- Activity
When a line in the listing contains the string "serif", pick it out and copy it.

** Opening Data for this task block **

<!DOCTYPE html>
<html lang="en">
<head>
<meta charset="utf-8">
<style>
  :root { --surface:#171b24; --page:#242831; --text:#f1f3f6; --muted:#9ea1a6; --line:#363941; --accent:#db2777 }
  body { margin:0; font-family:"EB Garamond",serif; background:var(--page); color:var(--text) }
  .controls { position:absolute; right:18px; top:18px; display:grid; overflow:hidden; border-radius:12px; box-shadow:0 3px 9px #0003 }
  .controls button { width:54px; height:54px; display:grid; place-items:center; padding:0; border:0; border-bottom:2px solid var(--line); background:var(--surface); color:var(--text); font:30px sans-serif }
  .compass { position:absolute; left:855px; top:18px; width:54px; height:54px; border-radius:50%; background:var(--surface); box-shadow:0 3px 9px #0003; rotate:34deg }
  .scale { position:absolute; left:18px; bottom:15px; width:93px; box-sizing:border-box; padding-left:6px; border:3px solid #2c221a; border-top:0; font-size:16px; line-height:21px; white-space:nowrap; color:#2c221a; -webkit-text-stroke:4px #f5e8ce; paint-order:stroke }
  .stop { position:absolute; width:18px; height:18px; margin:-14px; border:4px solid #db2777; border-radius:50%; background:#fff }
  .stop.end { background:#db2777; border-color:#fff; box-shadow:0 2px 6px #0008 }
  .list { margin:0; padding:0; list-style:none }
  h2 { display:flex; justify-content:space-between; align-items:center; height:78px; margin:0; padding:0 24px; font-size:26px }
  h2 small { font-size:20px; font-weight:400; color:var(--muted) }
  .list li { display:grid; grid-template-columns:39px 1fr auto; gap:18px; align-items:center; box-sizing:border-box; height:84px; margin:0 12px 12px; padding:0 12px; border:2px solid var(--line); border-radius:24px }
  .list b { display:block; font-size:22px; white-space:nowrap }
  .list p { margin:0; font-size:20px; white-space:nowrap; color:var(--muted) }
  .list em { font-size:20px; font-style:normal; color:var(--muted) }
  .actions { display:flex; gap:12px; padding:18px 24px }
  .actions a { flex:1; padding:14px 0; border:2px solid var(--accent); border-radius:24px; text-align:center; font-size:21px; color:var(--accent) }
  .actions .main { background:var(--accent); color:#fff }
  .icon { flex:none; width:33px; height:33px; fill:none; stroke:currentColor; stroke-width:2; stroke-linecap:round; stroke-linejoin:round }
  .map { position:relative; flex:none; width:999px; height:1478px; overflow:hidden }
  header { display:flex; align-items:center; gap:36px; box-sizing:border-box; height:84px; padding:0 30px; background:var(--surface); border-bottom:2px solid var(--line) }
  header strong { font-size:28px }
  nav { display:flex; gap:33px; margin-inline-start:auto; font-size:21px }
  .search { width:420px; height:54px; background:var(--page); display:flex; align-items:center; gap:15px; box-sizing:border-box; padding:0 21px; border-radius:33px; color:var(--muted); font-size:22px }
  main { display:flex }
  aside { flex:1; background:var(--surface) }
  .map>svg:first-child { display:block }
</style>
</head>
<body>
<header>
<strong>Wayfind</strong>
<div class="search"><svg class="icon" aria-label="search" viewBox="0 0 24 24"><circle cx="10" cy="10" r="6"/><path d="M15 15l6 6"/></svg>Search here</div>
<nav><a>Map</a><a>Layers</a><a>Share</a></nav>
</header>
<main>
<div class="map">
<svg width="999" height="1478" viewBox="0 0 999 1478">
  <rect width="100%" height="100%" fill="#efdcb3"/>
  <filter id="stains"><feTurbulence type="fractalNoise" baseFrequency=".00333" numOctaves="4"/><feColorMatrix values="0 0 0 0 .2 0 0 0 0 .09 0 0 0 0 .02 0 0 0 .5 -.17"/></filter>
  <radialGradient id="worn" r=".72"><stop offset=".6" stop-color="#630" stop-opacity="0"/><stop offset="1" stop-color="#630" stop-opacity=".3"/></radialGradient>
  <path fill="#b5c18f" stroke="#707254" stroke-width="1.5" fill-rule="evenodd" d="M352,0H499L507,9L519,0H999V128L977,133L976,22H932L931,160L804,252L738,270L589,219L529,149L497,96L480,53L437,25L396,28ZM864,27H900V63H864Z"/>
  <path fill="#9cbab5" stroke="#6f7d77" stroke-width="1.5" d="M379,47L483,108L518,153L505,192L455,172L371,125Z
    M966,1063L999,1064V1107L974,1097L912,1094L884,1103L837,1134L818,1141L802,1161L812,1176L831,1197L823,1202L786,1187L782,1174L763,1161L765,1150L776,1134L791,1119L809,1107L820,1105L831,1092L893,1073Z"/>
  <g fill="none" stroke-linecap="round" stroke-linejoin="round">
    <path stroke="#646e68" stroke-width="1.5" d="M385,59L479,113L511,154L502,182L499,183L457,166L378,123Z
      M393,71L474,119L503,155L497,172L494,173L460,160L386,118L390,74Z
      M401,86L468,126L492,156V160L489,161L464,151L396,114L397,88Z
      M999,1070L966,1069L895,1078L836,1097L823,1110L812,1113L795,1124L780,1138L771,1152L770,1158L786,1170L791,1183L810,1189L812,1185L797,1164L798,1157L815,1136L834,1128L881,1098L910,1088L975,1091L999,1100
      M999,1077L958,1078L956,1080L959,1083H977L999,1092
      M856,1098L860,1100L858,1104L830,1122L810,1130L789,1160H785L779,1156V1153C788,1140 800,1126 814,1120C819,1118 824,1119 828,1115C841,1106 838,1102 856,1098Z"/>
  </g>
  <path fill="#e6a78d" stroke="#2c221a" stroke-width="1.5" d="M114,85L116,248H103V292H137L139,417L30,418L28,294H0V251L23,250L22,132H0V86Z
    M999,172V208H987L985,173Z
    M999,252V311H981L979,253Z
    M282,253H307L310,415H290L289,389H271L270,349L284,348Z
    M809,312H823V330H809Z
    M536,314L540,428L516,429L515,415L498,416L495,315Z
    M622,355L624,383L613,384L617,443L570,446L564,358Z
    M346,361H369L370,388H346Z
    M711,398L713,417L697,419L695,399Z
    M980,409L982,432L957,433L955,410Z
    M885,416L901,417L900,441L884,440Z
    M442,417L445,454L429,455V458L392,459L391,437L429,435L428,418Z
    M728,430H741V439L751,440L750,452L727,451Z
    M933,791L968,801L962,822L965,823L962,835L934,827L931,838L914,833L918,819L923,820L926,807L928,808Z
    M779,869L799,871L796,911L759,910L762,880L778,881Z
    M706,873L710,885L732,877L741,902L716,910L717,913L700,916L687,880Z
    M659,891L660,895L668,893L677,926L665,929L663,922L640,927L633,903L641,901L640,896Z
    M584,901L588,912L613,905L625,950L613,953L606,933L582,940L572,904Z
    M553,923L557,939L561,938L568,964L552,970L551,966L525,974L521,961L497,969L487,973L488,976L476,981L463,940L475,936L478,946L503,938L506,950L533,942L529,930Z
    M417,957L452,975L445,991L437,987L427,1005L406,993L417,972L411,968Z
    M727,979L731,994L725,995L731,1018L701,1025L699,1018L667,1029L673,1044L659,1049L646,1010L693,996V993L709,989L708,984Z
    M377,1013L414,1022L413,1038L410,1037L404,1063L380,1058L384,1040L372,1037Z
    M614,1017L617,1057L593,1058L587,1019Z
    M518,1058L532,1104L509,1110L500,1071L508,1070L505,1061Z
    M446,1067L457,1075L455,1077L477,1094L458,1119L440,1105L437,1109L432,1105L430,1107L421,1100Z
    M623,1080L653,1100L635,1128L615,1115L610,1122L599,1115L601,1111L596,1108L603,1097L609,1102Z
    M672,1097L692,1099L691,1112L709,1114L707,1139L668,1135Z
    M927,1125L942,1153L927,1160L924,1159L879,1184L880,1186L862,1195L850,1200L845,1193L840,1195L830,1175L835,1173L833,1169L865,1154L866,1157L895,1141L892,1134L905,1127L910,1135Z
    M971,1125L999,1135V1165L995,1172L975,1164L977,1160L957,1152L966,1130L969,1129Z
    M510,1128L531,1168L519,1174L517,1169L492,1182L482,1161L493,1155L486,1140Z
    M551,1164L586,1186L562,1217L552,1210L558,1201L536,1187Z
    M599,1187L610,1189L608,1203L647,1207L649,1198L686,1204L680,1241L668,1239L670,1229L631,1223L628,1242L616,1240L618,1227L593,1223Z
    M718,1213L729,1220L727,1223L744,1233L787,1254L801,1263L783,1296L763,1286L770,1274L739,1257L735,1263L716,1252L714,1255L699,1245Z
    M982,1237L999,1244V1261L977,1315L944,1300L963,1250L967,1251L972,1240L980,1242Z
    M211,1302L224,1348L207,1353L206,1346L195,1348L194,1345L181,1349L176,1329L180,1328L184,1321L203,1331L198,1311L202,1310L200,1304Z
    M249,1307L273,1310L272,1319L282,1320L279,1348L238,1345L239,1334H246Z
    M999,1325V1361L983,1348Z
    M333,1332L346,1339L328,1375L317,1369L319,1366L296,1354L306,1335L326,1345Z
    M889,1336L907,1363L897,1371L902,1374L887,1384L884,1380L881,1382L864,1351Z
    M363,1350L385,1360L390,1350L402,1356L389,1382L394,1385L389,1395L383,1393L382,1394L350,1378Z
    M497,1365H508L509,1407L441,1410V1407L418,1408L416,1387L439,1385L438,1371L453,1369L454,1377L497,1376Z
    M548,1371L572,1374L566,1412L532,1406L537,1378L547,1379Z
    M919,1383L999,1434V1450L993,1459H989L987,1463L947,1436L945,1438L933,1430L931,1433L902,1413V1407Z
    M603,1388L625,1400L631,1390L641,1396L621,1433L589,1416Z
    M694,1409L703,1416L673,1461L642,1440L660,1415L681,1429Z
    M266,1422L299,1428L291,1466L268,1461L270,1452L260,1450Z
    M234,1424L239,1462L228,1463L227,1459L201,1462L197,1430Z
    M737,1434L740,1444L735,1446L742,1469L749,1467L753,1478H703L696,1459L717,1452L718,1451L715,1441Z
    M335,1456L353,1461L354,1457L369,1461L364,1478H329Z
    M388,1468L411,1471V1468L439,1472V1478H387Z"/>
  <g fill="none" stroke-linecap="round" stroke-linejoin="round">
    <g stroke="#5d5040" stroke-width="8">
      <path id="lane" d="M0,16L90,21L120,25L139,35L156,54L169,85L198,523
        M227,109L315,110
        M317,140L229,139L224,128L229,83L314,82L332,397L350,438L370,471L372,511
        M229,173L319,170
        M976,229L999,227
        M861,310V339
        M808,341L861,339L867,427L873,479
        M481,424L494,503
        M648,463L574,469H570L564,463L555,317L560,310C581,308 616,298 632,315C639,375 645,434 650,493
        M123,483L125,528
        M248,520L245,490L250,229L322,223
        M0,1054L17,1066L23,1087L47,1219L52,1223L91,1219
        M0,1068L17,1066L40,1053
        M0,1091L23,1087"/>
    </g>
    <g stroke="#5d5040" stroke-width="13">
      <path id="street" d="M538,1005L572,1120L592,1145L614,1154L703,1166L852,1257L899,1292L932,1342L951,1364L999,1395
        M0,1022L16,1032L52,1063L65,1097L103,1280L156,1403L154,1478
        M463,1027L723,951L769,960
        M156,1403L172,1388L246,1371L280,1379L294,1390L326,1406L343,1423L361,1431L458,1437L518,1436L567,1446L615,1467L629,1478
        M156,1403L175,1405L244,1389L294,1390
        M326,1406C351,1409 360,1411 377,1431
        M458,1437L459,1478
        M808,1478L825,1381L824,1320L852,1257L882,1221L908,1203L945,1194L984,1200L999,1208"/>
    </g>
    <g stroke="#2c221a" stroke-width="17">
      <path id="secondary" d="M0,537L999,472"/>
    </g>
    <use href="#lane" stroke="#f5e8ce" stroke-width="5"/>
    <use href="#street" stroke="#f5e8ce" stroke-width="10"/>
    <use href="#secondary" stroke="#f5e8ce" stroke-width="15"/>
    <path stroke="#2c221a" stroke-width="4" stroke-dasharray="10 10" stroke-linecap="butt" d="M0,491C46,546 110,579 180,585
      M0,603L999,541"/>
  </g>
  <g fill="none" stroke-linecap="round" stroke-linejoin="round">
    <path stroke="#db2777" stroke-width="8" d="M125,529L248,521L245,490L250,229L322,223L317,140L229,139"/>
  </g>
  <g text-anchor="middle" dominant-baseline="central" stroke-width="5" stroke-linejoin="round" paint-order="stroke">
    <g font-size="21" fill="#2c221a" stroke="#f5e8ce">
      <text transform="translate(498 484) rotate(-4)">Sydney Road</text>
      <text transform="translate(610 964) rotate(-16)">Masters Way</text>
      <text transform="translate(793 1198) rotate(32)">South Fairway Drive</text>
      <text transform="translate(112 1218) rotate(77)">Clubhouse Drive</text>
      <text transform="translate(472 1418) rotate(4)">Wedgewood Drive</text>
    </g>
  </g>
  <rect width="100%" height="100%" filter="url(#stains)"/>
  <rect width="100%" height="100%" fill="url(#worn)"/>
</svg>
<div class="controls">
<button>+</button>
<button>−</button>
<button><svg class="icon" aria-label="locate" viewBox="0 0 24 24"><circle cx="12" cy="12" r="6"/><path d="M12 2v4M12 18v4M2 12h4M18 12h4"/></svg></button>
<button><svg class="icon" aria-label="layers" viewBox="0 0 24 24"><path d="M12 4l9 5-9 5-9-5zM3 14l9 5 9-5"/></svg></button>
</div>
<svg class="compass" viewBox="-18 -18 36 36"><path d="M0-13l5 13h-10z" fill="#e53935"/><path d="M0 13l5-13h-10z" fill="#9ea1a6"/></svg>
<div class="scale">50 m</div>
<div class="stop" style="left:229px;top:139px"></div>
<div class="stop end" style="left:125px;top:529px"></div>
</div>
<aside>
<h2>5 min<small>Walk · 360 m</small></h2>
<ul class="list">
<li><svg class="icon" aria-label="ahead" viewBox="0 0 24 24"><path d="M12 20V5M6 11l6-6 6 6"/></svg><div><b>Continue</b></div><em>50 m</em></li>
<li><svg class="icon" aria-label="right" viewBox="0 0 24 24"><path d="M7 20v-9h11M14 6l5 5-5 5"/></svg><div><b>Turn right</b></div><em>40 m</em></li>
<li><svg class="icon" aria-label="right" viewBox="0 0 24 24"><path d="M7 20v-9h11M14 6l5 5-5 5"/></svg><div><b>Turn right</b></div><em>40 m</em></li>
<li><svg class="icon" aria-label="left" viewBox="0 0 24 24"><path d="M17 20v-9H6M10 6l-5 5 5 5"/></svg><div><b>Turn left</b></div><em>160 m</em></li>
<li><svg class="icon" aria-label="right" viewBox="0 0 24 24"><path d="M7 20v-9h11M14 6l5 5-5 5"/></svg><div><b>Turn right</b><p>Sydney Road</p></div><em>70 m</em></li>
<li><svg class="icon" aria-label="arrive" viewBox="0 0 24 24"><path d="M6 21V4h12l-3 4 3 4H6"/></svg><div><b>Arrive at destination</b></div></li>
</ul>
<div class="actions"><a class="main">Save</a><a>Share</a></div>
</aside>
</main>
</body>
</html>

** Closing Data for this task block **

- Answer to this exercise
  body { margin:0; font-family:"EB Garamond",serif; background:var(--page); color:var(--text) }
  .controls button { width:54px; height:54px; display:grid; place-items:center; padding:0; border:0; border-bottom:2px solid var(--line); background:var(--surface); color:var(--text); font:30px sans-serif }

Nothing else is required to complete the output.